Saved data entries
☆ ☆ ☆ ☆ ☆

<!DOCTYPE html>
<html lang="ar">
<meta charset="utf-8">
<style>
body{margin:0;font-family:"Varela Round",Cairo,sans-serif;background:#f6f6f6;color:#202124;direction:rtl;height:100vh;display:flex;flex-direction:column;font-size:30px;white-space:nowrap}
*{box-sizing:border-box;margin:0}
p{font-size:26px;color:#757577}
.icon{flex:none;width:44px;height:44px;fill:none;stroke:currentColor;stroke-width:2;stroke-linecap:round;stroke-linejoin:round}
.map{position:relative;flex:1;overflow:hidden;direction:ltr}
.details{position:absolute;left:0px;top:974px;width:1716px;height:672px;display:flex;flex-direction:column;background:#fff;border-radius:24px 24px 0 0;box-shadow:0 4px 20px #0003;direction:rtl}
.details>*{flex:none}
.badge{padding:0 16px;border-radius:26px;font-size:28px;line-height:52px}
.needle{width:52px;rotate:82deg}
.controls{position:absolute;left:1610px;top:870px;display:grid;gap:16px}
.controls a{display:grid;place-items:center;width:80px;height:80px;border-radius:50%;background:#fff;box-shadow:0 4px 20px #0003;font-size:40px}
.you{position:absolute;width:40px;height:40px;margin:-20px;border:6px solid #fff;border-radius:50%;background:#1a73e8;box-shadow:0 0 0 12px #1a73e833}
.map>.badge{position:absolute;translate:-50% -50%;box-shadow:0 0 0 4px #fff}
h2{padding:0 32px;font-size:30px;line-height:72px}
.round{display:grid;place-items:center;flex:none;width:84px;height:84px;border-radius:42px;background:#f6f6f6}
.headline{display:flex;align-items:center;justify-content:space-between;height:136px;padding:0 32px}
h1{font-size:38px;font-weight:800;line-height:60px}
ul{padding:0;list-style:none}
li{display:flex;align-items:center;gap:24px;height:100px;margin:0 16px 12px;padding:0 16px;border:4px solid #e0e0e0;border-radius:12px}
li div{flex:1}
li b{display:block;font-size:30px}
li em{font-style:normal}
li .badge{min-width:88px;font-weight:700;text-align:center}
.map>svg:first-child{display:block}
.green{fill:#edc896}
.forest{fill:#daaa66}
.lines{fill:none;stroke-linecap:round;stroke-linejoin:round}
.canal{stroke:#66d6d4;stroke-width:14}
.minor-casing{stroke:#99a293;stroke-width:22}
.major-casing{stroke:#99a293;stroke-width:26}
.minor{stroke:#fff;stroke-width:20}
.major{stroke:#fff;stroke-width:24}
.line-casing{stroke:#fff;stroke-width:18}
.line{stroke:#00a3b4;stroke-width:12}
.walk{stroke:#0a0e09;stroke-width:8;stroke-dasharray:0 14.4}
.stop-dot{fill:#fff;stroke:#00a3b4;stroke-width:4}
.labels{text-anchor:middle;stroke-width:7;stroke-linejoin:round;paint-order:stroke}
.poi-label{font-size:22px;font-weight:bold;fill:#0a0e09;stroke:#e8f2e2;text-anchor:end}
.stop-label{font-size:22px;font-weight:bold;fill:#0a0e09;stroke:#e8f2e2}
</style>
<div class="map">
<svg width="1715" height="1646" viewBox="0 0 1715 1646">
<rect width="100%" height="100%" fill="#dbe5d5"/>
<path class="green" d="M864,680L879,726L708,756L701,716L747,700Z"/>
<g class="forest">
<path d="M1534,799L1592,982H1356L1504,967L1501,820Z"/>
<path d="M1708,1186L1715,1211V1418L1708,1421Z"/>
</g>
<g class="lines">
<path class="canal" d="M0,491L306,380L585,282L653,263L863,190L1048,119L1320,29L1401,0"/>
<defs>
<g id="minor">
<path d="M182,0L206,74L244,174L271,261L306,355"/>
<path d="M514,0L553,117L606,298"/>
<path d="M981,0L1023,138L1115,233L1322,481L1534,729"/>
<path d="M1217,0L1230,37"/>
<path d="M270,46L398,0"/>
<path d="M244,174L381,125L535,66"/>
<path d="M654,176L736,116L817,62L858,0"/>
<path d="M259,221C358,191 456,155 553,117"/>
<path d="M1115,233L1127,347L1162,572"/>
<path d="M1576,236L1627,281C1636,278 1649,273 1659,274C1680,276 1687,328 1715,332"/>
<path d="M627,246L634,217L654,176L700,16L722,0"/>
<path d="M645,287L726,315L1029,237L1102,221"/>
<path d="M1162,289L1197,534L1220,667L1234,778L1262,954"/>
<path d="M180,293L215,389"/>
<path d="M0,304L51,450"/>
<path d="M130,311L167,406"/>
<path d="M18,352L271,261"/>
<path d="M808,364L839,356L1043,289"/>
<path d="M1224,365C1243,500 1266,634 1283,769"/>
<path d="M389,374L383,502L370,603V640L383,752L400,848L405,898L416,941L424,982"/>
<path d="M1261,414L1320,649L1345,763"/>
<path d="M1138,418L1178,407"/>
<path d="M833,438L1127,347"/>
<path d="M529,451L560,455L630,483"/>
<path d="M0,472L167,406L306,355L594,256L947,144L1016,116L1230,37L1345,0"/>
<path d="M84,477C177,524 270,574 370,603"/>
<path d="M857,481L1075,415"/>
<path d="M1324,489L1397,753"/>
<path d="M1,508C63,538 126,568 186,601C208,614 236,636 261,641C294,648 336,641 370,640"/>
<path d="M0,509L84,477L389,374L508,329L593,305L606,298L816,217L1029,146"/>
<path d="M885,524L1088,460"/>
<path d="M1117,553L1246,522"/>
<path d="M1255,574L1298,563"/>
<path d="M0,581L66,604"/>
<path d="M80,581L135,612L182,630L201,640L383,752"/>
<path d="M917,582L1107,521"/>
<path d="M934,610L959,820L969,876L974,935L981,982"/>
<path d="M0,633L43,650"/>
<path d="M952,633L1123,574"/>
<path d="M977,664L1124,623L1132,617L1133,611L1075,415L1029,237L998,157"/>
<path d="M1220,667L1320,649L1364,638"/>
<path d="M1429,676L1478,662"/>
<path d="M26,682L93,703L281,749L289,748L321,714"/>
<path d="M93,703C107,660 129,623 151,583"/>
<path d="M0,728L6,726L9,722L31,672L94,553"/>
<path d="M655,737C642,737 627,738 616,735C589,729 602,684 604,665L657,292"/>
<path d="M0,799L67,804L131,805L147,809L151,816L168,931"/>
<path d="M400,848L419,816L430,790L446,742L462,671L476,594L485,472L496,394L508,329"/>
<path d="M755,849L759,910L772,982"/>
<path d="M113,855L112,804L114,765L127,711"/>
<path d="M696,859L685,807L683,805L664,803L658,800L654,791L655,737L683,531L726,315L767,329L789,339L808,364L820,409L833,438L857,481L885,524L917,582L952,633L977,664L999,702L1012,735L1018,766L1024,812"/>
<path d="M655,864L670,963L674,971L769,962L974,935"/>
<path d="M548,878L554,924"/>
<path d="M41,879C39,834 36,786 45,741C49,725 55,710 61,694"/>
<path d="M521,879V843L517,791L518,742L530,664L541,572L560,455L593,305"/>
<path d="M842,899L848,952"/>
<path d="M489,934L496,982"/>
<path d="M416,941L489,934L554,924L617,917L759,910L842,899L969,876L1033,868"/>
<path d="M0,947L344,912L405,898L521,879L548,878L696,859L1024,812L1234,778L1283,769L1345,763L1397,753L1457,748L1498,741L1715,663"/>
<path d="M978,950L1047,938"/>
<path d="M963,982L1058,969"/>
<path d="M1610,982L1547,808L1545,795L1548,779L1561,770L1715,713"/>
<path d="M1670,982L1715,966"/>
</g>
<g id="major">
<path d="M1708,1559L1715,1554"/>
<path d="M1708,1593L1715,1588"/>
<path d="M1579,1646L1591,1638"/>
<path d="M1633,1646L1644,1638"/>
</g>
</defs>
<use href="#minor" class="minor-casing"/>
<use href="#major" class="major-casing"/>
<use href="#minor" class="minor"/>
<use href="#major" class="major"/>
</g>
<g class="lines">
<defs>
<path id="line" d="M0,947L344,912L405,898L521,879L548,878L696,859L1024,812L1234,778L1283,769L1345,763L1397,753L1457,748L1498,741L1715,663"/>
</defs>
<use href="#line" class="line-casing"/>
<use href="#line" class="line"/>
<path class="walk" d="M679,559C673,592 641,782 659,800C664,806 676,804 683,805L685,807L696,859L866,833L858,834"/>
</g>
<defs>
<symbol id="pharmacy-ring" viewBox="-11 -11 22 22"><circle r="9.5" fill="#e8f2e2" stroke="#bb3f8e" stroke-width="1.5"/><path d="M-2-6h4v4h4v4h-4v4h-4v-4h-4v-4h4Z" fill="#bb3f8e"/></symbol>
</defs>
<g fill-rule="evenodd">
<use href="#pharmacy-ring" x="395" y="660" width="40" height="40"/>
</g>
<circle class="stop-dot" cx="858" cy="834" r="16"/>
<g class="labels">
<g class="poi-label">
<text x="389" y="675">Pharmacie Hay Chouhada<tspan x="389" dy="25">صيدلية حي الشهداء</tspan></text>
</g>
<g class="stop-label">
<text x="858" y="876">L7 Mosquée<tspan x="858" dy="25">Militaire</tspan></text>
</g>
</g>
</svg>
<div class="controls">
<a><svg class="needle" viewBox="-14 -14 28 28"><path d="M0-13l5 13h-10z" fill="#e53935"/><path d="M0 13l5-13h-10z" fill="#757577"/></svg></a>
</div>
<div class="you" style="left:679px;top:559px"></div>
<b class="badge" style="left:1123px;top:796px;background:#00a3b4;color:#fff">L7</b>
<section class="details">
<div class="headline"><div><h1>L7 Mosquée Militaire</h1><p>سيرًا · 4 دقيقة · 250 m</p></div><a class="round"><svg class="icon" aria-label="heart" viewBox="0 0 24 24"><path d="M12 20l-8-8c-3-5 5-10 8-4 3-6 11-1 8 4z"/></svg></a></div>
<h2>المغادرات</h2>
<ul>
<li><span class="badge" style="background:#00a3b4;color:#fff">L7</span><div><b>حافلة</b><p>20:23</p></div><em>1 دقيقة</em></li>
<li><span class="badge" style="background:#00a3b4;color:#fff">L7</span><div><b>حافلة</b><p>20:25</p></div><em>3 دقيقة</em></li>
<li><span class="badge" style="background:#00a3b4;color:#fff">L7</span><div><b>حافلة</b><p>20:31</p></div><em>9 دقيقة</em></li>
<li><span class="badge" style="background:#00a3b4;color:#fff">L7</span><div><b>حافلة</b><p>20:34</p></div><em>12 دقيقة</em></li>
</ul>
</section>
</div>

☆ ☆ ☆ ☆ ☆

# AIM OF THE EXERCISE
Go through the entries above and pull out each line with "needle" in it.

# EXERCISE OUTPUT
.needle{width:52px;rotate:82deg}
<a><svg class="needle" viewBox="-14 -14 28 28"><path d="M0-13l5 13h-10z" fill="#e53935"/><path d="M0 13l5-13h-10z" fill="#757577"/></svg></a>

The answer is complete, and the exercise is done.